Pirate 5 gets 97 gold, pirate 3 gets 1 gold and one of pirates 1 or 2 get 2 gold, the other getting zero, motion passing 2-2.

This is a bit harder to induction up, since at 6 pirates, pirates 1 and 2 do not know who pirate 5 will choose if he gets the chance. Next:
The proposing pirate gets a vote, and ties result in the motion failing.

This problem actually comes out exactly the same as the last one, as if there are 2N pirates left in this case, then N votes of support besides the proposing pirate are needed to pass, just like in the last one (as only 2N-1 votes are actually cast in the last one). If there are 2N+1 pirates left, then N votes of support are needed outside of the proposing pirate, just like the last one.
Pirate 5 gets 97 gold, pirate 3 gets 1 gold and one of pirates 1 or 2 get 2 gold, the other getting zero, motion passing 3-2.

Again, hard to induction up (induction is a verb, right?).
Final case:
The proposing pirate does not get a vote, and ties result in the motion failing.

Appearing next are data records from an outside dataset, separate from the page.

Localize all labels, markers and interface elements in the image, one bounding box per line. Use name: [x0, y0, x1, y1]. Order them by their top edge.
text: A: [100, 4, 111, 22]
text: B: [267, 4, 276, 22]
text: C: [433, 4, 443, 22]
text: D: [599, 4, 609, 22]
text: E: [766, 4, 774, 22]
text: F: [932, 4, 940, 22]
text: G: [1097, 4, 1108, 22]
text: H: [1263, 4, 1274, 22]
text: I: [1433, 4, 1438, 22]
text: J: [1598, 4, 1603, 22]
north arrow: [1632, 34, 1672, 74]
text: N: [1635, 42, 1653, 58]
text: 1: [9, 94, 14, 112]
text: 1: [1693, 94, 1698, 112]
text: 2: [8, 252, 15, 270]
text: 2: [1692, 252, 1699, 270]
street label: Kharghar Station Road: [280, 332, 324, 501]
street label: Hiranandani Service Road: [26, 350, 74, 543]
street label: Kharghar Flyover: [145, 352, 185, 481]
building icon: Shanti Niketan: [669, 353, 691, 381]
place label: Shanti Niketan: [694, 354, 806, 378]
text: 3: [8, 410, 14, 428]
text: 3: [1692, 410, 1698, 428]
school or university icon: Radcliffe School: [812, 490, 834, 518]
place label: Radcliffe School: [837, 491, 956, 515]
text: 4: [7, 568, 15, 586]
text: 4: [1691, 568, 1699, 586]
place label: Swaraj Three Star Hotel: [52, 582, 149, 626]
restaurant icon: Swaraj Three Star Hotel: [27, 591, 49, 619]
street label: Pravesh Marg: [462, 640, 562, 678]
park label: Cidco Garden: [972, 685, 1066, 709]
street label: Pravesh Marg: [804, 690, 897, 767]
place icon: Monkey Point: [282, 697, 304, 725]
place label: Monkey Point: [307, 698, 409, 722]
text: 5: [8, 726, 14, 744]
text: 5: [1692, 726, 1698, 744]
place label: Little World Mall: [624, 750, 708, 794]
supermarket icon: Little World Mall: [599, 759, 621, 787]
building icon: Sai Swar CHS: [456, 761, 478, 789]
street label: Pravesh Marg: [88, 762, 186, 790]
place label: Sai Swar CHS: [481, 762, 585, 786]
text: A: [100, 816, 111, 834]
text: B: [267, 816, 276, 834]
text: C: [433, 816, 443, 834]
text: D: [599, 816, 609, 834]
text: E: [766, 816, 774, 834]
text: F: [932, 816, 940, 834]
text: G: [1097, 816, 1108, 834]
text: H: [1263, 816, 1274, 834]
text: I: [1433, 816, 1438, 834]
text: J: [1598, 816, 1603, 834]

This one is a bit different, now if there are 2 pirates left, pirate 2 is just dead as before. If 3 pirates are left, pirate 3 is just dead though, as pirate 1 will vote down anything still. So with 4 pirates left, pirates 2 and 3 will support anything, as they are dead otherwise. Finally, with 5 pirates, pirate 5 will offer 1 gold to pirates 1, 2, and 3 to get their support.
Pirate 5 gets 97 gold, pirate 1, 2, and 3 each get 1, motion passing 3-1.

This will induction up to 6 pirates, but no further because at 6 the pirate must choose if he offers 2 gold to two of {1,2,3}, but he does not care which ones.

In conclusion, the oldest pirate wins, alot. Also, logicians are crazy.